Innovative Model Improves Care for Patients With Bone Mets

Roxanne Nelson, RN, BSN

October 09, 2015

An innovative model that combines palliative care with radiation oncology leads to better results for patients with painful bone metastases than was previously seen with standard care within the same unit.

The model was established at Mount Sinai Medical Center, in New York City. Since its implementation in 2013, the service has led to shorter durations of radiation treatment, fewer unfinished radiation treatments, shorter hospital stays, and increased use of palliative care services.
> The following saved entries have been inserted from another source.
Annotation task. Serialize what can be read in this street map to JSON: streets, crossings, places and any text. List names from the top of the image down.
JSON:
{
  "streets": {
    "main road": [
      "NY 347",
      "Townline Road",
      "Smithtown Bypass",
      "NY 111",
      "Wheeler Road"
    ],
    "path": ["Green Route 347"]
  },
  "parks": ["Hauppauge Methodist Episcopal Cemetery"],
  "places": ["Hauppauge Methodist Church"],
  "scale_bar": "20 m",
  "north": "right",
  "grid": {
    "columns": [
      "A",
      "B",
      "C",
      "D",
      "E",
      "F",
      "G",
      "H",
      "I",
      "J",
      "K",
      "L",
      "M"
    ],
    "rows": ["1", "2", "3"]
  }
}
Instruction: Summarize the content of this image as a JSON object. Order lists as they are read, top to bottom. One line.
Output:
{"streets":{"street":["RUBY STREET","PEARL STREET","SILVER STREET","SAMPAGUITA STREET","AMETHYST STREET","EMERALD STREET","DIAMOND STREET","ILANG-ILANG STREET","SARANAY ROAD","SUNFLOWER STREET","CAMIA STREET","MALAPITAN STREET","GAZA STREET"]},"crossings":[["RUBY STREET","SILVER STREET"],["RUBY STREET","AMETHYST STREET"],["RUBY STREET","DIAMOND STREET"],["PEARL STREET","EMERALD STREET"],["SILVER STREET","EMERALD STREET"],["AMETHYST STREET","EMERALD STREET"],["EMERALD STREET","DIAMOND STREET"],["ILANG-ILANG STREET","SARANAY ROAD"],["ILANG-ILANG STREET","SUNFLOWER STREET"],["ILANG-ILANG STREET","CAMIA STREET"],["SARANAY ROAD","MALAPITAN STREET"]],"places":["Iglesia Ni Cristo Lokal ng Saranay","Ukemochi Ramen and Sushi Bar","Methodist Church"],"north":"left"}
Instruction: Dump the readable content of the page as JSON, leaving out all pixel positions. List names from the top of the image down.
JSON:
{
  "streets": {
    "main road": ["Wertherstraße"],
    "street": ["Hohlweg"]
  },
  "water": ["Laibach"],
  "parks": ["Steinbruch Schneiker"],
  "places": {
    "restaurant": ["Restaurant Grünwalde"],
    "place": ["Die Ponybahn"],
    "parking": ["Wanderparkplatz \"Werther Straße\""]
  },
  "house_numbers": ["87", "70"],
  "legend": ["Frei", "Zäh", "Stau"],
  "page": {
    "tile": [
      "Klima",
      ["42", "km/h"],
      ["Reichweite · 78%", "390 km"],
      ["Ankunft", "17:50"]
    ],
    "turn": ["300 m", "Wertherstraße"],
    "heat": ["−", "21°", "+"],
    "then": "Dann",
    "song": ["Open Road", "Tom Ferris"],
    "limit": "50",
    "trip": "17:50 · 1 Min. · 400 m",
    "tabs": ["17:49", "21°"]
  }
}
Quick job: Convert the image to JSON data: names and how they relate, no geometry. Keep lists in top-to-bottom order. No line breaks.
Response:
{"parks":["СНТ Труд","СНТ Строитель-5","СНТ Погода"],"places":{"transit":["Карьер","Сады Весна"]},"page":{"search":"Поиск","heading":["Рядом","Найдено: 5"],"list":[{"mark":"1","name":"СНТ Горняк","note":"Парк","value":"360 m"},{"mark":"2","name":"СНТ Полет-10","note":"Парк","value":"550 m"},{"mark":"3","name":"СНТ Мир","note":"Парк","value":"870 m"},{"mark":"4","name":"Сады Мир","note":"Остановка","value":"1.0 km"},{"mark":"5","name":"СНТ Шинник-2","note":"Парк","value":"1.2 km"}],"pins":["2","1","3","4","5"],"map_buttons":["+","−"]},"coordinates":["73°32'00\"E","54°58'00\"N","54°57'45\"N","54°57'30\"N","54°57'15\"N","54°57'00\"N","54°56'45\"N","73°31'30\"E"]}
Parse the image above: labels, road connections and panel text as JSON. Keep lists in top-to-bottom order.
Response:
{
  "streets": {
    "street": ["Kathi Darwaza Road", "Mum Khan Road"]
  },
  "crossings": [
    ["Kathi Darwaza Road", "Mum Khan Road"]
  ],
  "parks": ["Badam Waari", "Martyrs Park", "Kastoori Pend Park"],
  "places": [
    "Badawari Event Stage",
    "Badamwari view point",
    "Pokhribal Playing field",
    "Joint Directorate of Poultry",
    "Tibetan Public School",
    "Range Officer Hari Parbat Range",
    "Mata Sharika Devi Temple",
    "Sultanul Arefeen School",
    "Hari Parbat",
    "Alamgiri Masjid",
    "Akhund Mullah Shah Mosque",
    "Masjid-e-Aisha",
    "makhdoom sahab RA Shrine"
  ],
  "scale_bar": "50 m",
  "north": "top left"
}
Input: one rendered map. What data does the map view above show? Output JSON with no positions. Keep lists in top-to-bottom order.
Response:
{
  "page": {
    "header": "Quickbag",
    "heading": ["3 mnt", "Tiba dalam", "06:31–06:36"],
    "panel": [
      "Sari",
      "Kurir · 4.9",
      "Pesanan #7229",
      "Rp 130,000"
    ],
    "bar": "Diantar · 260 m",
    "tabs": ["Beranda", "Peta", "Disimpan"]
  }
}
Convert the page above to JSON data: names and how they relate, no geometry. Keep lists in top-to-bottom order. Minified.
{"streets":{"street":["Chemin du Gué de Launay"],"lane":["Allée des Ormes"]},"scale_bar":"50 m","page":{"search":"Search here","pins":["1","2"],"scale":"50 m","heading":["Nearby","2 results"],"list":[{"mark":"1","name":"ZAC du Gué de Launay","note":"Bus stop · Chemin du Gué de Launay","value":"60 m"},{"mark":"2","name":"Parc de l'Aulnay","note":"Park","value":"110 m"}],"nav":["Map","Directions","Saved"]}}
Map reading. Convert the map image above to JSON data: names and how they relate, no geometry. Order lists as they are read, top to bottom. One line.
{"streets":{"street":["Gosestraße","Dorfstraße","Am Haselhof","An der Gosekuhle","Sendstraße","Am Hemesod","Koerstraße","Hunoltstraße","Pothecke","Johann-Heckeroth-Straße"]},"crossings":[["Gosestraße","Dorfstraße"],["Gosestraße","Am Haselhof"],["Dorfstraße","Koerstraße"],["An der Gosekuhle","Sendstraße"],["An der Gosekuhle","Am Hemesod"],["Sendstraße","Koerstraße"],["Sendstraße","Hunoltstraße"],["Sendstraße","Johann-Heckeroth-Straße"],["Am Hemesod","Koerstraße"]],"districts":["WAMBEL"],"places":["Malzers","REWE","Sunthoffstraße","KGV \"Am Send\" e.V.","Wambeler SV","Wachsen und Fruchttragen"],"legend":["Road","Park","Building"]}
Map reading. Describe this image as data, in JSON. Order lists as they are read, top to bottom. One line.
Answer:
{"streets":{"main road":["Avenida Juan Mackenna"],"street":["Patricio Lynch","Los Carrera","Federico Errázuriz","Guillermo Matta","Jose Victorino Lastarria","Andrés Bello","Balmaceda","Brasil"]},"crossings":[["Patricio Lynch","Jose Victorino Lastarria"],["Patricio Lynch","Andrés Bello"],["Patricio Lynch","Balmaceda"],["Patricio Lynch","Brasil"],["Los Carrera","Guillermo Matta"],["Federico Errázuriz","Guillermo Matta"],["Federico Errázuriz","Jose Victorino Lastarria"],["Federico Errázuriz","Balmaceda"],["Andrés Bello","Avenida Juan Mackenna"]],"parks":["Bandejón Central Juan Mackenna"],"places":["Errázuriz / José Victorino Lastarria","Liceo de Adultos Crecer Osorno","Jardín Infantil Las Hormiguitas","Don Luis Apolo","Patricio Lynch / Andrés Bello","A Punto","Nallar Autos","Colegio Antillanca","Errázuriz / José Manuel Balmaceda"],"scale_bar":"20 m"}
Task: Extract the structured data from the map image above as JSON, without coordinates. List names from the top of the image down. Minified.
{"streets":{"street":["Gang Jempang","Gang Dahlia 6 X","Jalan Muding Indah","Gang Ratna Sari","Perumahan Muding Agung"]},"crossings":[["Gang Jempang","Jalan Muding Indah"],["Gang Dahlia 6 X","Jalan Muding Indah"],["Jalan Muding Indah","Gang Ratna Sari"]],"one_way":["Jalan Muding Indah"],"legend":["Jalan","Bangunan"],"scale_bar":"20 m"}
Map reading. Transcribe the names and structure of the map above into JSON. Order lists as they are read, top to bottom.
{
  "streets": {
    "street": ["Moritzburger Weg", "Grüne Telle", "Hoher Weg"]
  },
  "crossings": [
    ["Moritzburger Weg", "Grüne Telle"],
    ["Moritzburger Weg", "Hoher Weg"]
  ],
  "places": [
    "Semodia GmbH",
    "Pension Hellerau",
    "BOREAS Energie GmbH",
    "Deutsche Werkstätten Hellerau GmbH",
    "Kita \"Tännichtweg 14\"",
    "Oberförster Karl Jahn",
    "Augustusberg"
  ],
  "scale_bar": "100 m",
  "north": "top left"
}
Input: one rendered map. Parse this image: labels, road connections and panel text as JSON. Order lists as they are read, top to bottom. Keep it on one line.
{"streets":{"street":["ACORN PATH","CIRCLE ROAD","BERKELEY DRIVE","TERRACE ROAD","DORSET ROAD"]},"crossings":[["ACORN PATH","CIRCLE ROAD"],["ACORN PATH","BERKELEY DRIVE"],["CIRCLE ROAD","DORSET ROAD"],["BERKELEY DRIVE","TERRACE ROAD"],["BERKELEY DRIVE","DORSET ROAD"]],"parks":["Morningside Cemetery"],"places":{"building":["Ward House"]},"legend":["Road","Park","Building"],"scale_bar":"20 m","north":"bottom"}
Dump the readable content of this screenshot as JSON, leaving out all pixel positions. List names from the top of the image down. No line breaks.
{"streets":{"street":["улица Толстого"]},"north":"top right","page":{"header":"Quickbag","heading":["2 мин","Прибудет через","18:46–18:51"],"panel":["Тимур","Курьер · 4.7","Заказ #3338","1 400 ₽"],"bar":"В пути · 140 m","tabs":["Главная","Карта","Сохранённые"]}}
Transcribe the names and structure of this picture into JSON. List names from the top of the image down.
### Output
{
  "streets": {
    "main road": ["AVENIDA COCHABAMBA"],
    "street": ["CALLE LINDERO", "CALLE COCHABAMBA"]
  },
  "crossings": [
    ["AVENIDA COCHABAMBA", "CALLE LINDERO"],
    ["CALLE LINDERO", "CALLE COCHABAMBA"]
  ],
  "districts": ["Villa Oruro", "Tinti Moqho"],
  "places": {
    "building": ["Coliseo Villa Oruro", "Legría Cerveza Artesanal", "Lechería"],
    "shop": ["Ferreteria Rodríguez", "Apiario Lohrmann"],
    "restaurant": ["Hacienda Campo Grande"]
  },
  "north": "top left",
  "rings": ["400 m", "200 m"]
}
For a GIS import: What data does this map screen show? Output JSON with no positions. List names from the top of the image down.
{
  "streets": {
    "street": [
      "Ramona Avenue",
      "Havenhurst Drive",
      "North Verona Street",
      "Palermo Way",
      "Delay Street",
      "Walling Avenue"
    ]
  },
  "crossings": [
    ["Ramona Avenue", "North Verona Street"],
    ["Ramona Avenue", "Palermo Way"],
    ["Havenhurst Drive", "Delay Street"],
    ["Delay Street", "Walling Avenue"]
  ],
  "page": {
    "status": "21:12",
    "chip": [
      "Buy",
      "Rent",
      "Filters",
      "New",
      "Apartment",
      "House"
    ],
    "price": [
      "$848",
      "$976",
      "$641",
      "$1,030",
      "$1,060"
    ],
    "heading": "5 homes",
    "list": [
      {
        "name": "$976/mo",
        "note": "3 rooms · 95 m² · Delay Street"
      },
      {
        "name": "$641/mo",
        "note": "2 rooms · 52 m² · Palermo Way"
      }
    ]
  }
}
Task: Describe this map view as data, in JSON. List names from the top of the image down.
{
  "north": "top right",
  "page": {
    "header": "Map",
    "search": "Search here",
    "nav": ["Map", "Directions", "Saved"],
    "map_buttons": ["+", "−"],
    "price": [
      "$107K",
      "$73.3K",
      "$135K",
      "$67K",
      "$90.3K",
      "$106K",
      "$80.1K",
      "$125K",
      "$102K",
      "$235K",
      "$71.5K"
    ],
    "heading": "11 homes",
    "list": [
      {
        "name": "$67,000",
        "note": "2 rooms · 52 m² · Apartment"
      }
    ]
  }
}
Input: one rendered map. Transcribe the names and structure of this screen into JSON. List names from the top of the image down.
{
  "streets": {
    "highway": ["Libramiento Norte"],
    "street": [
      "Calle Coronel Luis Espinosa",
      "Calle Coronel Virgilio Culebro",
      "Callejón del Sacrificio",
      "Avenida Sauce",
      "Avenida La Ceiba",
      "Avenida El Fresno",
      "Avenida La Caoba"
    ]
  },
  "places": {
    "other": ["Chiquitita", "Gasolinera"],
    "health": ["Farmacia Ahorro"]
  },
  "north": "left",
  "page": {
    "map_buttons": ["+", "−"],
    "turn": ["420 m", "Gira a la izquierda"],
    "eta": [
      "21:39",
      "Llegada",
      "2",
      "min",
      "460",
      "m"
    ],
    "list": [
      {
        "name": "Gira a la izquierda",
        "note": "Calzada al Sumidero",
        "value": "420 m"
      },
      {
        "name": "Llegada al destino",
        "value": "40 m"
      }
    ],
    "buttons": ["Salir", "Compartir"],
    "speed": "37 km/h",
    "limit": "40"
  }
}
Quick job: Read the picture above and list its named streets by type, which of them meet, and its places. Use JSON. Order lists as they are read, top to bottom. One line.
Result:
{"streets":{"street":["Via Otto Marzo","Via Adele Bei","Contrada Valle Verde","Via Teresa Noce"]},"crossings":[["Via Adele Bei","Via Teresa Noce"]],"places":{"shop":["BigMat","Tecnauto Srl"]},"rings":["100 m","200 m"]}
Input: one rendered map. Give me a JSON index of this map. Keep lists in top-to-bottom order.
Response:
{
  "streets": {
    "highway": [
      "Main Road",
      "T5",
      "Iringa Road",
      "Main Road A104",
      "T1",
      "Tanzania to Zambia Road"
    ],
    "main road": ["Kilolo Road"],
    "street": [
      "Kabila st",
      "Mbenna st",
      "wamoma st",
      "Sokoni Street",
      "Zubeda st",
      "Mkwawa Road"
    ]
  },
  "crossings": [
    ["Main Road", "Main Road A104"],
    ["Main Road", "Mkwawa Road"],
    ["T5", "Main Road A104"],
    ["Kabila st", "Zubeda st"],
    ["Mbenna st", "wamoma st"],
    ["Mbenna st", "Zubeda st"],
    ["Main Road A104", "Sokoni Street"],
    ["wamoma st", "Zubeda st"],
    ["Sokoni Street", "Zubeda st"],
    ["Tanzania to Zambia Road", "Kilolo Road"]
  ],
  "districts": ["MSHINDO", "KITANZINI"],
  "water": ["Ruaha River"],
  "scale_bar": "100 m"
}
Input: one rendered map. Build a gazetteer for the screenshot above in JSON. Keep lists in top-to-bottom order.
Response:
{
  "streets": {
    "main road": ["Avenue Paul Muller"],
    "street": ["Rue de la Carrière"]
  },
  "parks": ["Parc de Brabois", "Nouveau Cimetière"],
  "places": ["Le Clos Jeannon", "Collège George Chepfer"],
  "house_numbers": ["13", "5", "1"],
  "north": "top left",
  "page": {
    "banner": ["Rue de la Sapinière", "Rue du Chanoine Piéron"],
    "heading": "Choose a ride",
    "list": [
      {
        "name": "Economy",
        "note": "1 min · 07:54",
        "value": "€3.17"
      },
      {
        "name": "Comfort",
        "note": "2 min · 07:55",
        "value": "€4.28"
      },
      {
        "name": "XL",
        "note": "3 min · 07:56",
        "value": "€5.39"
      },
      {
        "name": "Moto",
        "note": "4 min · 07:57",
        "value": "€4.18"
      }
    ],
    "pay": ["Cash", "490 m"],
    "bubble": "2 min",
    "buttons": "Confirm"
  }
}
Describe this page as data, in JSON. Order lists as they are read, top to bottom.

The standard treatment for bone metastases is 10 radiation treatments. "However, randomized, phase 3 trials have shown that one fraction of radiation can be just as efficacious as 10 fractions, but shorter courses of treatment are underutilized by radiation oncologists today," said senior author Kavita Dharmarajan, MD, an assistant professor of radiation oncology and palliative medicine at Mount Sinai Medical Center.

Dr Dharmarajan was speaking at a press briefing held in advance of the upcoming Palliative Care in Oncology Symposium (PCOS) 2015.

"What we proposed was a model that combined the core principles of palliative care with technical and procedural principles of radiation oncology in a service model that prioritizes the whole- patient approach and management plan," she explained.

To compare outcomes of a newly established palliative radiation oncology service with those of standard care, Dr Dharmarajan and her colleagues conducted an analysis of 336 patients with stage IV or incurable cancer who received radiation therapy for bone metastases.

From December 2010 to September 2013, 175 patients received standard care; from December 2013 to September 2015, 161 patients received care from a palliative radiation oncology service.

The new service model is available to all patients with any type of cancer who are receiving radiation for palliative purposes, whether it be for metastases in the bone, brain, lung, pelvis, or any other organ system in the body. The current study focused only on patients with bone metastases.

Five Main Findings

"We found five main results in our study," said Dr Dharmarajan. "The first was that the duration of treatment declined."

Before implementation of the service, 74% of patients received more than five fractions of radiation. That number declined to 39%. Conversely, the new service more than doubled the use of single-fraction radiotherapy, and short-course radiotherapy increased from 26% to 61% (P = .001)

A shorter course of treatment had a direct impact on length of hospital stay. "Some patients who are too debilitated to go back and forth had to stay in the hospital for the duration of their treatment," she explained. "Increasing the use of short-course radiation treatments is associated with reduced time spent in the hospital for patients and families."

The median length of stay decreased from 18 days to 12 days (P = .01).

There were also improvements in patient outcomes. More patients were completing their treatment after the new model was introduced (92% vs 85%; P = .04), and there were similar rates of pain relief within 1 month of completing treatment (80% vs 74%; P = .18). "It was a little better, although it was not significant," said Dr Dharmarajan.

Finally, a larger percentage of patients in the new model received palliative care services after completing radiation treatment (49% vs 34%; P = .003).

"This study shows firsthand the impact of incorporating radiation with palliative care treatment,” commented Don S. Dizon, MD, clinical codirector of gynecologic oncology, Massachusetts General Hospital, and press cast moderator and ASCO expert.

"It shows that it's not only possible to tailor our treatment for patients, leading to better utilization of resources and higher completions of therapy, but we can do so without negatively impacting the goals of treatment in the first place," he added.

The authors have disclosed no relevant financial relationships.

Palliative Care in Oncology Symposium (PCOS) 2015: Abstract 110. Presented October 9, 2015.